Reviewer: Jason Sou  (

This large twin-engined bomber, used by the Royal Air Force from 1938 to 1953, was never quite as famous or glamorous as it’s four-engined partners, the Lancaster and Halifax, but the Wimpey (after Popeye’s friend J. Wellington Wimpey) saw service in many versions with RAF Bomber , Training, and Coastal Commands. 11461 Wellingtons of all versions had been built by the time the last one rolled off the production line in October 1945. The aircraft’s geodetic construction was devised by Dr. Barnes Wallis (of Dambuster and ‘bouncing bomb’ fame) and allowed heavy loads to be carried by a light but immensely strong airframe. Many Wellingtons returned from bombing missions and regained their bases after sustaining damage that would have destroyed many other types of aircraft. The earlier single-engined Wellesley, also a subject of a Matchbox kit, was the first aircraft to employ this structure which consisted of fabric over a diagonal latticework of alloy members or frames.

This kit is one of three available Wellingtons in this scale; the others being the Airfix Mk III and the Frog/Novo Mk Ic. The Matchbox kit allows the modeller to produce either the Mk X bomber version or the maritime patrol Mk XIV. The Coastal Command version is distinguishable by it’s quite different nose, underfuselage radome, and pre-dominantly white colour scheme. I chose to build the bomber Mk X for this review, although I have another unbuilt "Wimpey" which I intend to complete as a Mk XIV one day.

The kit consists of 72 well moulded pieces on 3 sprue trees with no flash evident. As usual with Matchbox kits, pieces are supplied in 2 or 3 colours – black, green and earth brown in this kit. Accuracy is acceptable with the exception of the tailfin and rudder, tailplane and smallish astrodome ( I used the kit parts), and I think the Geodetic construction is well represented. A multi-position stand is also provided and this is an item that most manufacturers have deleted from their kits in the past decade or so.At a guess, I would think that around 90% of them would have ended up in bins – did you ever use a stand for any of your completed models?
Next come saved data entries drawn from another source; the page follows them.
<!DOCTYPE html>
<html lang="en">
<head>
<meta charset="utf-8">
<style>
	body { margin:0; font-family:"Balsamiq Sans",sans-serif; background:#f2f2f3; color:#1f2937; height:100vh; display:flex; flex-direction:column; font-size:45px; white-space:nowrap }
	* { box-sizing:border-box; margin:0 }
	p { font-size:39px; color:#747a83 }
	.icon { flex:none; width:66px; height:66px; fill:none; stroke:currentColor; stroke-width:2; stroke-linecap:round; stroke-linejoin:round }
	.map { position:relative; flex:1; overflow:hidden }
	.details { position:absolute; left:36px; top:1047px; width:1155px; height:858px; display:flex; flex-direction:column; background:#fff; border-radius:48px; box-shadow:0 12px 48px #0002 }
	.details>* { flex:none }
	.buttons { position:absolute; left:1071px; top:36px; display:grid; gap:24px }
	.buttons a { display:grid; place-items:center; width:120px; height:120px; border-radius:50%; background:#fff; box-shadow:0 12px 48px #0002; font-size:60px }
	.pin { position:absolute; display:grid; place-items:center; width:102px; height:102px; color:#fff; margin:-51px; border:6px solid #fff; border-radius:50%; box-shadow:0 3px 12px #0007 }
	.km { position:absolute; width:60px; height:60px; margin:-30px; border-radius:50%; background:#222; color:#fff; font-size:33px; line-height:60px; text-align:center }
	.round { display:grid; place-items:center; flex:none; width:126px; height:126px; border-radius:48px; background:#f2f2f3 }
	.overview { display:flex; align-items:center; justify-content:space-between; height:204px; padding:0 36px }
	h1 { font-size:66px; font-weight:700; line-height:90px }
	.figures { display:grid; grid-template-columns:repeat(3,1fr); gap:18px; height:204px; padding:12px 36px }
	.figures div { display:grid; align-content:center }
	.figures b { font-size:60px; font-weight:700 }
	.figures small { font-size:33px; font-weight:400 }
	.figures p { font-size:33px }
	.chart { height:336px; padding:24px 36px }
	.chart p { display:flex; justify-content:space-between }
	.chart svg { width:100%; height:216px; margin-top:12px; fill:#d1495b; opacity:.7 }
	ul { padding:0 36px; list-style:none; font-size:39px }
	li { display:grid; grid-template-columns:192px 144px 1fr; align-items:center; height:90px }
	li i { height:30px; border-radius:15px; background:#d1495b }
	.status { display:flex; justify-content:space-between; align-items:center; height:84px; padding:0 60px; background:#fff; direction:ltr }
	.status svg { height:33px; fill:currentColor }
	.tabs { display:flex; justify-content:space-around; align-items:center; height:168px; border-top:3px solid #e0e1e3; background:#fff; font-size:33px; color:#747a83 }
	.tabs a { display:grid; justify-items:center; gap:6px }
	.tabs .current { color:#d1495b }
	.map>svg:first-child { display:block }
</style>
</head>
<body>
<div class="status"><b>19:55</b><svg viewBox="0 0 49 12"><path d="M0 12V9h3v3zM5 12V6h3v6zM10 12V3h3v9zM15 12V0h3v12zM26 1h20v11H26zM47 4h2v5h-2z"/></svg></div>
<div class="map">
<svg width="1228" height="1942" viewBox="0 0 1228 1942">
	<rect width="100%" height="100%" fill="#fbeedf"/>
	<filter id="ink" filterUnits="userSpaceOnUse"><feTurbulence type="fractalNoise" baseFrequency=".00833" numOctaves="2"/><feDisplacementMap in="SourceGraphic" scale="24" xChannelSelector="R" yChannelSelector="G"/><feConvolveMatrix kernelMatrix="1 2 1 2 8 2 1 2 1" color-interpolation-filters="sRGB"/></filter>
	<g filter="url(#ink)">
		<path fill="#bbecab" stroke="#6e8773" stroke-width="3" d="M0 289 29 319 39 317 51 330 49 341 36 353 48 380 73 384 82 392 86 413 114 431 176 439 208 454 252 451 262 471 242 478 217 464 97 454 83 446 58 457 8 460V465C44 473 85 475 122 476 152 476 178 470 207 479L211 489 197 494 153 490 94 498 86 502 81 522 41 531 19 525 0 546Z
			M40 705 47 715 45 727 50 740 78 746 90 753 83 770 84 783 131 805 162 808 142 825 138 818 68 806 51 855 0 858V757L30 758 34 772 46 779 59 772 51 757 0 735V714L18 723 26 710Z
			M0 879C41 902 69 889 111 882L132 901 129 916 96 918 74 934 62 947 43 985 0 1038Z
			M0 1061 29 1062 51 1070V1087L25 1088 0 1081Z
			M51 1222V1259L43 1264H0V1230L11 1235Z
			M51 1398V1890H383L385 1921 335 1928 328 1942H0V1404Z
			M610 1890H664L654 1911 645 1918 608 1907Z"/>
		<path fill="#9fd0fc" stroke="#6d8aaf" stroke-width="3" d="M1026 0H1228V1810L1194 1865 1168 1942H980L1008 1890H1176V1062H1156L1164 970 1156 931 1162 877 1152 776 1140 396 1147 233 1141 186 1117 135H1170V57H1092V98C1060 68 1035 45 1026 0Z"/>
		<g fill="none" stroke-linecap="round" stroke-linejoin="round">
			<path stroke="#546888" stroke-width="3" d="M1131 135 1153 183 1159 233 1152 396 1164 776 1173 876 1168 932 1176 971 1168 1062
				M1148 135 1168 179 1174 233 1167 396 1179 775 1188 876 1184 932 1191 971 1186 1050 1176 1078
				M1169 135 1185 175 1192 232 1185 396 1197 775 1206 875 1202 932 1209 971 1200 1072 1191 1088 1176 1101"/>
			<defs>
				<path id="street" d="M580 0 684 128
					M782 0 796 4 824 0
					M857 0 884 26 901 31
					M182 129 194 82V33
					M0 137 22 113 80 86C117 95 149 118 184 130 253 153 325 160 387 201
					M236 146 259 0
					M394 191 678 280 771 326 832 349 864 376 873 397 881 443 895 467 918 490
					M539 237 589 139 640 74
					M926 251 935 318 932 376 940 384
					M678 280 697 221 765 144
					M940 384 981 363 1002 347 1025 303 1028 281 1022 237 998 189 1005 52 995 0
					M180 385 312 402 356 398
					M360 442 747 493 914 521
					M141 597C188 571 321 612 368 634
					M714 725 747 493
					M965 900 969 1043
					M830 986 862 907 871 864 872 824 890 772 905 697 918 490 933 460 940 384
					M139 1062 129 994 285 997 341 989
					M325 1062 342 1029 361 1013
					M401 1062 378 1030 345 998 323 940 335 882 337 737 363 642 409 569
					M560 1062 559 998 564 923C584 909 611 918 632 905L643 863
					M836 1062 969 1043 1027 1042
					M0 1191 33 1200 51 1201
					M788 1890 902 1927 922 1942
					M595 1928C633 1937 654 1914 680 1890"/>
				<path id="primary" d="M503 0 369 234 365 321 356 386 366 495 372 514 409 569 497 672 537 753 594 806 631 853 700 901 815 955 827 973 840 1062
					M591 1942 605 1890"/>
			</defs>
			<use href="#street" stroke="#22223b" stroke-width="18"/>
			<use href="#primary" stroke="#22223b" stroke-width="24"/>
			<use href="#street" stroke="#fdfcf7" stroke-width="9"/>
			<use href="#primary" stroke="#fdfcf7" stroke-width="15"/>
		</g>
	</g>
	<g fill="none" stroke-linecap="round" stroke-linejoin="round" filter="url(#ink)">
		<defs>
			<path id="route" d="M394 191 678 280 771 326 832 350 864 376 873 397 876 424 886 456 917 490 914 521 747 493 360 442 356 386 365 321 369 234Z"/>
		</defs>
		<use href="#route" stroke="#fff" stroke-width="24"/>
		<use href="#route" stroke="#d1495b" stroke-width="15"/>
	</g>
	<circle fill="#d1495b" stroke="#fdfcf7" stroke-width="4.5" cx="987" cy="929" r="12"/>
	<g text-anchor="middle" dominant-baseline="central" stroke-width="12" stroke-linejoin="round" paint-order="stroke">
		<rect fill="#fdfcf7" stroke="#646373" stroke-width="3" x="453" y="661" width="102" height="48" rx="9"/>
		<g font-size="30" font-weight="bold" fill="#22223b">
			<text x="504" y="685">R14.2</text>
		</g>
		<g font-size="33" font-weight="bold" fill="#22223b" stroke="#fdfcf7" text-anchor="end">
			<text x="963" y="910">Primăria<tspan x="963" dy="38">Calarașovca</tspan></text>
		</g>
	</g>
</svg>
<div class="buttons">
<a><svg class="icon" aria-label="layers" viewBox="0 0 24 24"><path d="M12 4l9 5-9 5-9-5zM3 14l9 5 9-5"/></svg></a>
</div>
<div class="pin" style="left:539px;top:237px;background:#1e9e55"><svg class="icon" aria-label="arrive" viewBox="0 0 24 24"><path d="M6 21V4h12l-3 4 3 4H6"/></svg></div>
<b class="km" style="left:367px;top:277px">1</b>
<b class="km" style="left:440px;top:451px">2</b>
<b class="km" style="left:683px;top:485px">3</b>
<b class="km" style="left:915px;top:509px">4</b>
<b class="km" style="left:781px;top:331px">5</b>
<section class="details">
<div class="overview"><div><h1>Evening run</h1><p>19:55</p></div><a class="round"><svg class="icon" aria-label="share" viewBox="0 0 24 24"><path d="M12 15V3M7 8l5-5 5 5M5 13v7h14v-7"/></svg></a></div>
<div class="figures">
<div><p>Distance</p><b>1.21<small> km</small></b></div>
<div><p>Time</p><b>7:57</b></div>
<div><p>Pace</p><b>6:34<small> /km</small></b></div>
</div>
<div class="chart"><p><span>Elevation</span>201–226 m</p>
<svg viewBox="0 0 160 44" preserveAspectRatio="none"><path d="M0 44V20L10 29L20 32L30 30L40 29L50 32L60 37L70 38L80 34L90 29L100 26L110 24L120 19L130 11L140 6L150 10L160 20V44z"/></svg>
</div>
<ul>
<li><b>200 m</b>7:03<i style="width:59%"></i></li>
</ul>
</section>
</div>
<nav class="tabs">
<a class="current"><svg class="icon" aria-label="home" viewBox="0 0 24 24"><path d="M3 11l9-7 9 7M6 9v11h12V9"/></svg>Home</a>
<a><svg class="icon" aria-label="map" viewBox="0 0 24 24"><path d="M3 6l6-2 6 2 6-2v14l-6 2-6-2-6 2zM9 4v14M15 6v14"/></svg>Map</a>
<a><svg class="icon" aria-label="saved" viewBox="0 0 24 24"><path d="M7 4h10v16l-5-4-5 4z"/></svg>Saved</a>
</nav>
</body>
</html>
Construction starts with the very basic cockpit area where 2 seats, 1 control column (?), floor, and 2 pilot figures are supplied. This area could be improved by adding more realistic seats and an instrument panel as the glazed canopy is fairly large. Three large glazed and framed windows grace each fuselage side while simplified 2 gun Fraser-Nash nose and 4 gun tail turrets, which I found acceptable, adorn the bomber version. No provision is made for the bomb bay to be opened either, and if you desire to have this on your Mk X a lot of work will need to be done. The immediate nose area consists of several pieces due to the fact that the Coastal Command Mk XIV has a different nose. Thus, a small amount of filler will be required in this area. The wings fitted well to the fuselage with no filler being needed, and no problem was encountered with the engine nacelles or undercarriage. Wheel wells are lacking in detail which is a common failing of most twin-engined WW2 aircraft kits. The numerous transparencies are clear and not overly thick so I feel that they are acceptable for the majority of modellers to use.

Instructions consist of a large sheet with 10 construction stages well described in the usual Matchbox style, another two sections with brief technical details and history, a mini-paint plan, and details of Humbrol and Airfix colours to use. These colours used in conjunction with the colour artwork on back of box are accurate and adequate. A conversion chart will be necessary for those not familiar with RAF WW2 aircraft and colours, as the Humbrol Authentic and Airfix ranges are no longer available- the year 1975 is printed on the side of the box.. For the bomber version, HB1 is Humbrol 30 Dark Green, HB2 is Humbrol 29 Dark Earth, and Night (Black) is Humbrol 33. I imagine the later Revell re-issues of this Matchbox original would recommend the Revell line of enamels in the painting guide.

Decals allow modellers to represent a BMk X of 428 Squadron Royal Canadian Air Force flying out of Yorkshire with RAF Bomber Command in 1943, a BMk X of 300 (Polish) Squadron based at Lincolnshire in 1943, or a Mk XIV of 179 Squadron Coastal Command at Gibraltar also in 1943. Two fin flashes, 2 type B roundels, 3 sets of red squadron codes and serials + fuselage roundels , 2 Polish red and white square symbols, and 2 Ghost badges for the Canadian aircraft are supplied on the decal sheet. The decals in my kit were not usable as they were 24 years old and the effects of the humid North Qld tropical weather had taken it’s toll. I found suitable replacements from my spare decals box.

This Matchbox kit is good value for money and reasonably accurate. It is also quite simple to build so I can recommend this kit to all modellers of any skill level.